◆ SUPPLIED RECORDS
---------------
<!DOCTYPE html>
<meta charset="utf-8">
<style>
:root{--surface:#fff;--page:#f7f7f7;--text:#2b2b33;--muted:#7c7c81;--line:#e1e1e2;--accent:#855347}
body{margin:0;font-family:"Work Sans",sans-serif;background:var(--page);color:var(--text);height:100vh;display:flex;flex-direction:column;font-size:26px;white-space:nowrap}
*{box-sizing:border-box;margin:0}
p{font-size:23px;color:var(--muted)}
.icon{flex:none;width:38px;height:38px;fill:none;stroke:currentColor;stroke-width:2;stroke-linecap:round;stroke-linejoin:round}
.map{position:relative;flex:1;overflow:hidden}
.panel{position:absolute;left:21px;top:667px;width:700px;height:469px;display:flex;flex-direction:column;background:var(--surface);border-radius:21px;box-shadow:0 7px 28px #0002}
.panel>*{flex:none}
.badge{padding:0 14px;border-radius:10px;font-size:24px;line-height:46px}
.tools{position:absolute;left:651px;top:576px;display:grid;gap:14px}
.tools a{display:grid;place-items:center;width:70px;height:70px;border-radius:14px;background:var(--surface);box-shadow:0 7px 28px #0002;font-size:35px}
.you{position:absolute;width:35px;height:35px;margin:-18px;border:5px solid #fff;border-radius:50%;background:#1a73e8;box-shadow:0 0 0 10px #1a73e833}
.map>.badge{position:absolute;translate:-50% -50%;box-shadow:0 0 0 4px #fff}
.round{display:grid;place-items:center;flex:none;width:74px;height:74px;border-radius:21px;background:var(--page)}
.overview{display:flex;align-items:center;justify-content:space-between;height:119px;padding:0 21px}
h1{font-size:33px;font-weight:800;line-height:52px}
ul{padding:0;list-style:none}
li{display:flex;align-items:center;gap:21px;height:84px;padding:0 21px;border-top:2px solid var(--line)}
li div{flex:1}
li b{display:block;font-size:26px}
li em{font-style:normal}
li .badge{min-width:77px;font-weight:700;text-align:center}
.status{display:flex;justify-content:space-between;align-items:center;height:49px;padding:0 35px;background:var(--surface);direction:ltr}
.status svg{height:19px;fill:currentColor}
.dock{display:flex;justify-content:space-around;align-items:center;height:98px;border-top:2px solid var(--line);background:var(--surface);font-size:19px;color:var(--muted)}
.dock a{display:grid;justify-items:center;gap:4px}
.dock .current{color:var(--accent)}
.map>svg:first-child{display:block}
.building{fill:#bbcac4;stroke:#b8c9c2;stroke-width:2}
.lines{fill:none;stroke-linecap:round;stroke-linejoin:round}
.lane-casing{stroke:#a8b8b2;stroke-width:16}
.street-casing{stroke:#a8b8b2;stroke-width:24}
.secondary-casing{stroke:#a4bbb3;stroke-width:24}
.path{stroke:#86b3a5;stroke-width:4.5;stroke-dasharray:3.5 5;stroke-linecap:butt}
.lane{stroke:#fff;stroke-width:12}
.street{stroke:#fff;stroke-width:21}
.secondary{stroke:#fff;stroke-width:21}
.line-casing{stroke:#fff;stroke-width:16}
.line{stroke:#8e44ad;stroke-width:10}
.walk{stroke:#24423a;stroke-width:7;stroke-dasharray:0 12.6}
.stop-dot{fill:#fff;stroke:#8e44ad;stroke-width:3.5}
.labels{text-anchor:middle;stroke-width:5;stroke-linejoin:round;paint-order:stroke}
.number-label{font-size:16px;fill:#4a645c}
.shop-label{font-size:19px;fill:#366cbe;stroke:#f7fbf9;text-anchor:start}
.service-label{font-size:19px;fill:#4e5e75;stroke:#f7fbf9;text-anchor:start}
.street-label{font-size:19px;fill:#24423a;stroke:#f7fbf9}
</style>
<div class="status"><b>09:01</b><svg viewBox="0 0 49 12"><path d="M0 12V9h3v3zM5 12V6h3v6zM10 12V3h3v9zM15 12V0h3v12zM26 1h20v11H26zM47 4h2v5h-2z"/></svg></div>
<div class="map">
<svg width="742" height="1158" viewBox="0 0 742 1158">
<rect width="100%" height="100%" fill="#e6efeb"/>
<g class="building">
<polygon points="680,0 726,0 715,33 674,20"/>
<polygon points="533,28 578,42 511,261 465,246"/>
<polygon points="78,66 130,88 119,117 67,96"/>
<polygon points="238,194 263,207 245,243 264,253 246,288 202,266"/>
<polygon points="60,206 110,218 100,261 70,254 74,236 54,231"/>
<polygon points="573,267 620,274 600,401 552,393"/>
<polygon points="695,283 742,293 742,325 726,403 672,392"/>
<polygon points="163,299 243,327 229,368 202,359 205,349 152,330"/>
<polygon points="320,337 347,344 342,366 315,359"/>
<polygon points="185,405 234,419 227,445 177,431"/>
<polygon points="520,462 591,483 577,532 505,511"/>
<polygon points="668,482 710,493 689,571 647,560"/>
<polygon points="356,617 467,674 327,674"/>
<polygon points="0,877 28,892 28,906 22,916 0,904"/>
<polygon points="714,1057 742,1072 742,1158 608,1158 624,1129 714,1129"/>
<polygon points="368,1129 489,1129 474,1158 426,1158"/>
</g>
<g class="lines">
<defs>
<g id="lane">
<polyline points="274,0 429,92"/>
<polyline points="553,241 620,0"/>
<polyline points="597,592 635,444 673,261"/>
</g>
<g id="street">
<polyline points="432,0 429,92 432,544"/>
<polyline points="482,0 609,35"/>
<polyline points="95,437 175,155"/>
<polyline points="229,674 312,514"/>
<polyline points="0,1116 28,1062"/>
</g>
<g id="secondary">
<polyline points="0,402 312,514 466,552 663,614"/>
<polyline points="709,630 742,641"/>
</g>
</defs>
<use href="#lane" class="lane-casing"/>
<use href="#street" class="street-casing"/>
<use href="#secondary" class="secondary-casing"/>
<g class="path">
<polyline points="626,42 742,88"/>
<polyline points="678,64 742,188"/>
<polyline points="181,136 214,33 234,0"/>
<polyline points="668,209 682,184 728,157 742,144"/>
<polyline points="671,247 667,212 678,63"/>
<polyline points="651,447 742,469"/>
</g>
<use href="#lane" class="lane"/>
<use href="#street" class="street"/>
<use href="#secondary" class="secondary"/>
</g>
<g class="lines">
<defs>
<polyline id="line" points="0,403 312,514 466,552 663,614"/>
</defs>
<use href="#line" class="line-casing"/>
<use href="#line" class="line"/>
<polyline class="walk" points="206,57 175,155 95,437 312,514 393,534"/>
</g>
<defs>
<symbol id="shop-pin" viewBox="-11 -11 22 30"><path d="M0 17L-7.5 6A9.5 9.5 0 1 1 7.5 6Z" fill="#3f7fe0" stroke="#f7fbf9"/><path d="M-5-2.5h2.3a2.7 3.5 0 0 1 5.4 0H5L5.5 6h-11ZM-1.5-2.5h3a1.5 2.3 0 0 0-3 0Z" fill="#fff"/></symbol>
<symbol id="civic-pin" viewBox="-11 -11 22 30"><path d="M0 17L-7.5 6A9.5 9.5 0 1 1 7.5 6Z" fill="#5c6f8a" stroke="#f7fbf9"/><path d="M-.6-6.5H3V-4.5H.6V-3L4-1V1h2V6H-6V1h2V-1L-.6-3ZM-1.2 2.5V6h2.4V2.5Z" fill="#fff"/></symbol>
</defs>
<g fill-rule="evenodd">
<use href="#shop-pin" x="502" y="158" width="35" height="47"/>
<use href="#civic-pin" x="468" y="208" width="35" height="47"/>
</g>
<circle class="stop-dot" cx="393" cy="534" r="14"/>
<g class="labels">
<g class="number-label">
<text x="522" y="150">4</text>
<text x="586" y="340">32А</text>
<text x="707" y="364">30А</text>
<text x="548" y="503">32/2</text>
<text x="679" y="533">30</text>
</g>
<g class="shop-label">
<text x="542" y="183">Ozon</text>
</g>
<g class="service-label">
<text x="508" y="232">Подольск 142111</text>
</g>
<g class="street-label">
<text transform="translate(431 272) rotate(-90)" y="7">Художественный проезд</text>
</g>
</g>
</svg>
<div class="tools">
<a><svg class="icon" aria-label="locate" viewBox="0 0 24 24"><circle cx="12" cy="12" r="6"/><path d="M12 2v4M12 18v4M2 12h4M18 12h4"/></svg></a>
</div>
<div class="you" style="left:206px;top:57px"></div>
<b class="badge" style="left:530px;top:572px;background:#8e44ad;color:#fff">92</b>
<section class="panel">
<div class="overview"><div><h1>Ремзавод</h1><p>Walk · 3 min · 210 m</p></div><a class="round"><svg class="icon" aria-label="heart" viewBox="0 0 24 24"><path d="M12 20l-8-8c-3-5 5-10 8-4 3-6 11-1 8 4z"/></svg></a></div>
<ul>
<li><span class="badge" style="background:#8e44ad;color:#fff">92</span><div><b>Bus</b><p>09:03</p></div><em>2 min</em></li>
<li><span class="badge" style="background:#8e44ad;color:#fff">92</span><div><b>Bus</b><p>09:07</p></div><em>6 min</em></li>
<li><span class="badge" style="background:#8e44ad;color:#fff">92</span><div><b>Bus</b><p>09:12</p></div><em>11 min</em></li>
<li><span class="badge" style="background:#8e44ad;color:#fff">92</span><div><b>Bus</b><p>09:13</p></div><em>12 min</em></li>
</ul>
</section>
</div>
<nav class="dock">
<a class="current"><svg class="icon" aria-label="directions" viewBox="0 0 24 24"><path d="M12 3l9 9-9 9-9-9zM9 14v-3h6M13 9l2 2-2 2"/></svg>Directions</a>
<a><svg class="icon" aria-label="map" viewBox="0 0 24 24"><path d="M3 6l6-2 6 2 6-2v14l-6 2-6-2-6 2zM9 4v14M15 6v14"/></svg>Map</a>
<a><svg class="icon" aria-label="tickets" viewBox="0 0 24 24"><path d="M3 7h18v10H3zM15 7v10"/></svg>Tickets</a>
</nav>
---------------
◆ WHAT TO DO
Scan the data for the word "margin" and copy every line where it shows up.

◆ RESPONSE TO THIS TASK
body{margin:0;font-family:"Work Sans",sans-serif;background:var(--page);color:var(--text);height:100vh;display:flex;flex-direction:column;font-size:26px;white-space:nowrap}
*{box-sizing:border-box;margin:0}
.you{position:absolute;width:35px;height:35px;margin:-18px;border:5px solid #fff;border-radius:50%;background:#1a73e8;box-shadow:0 0 0 10px #1a73e833}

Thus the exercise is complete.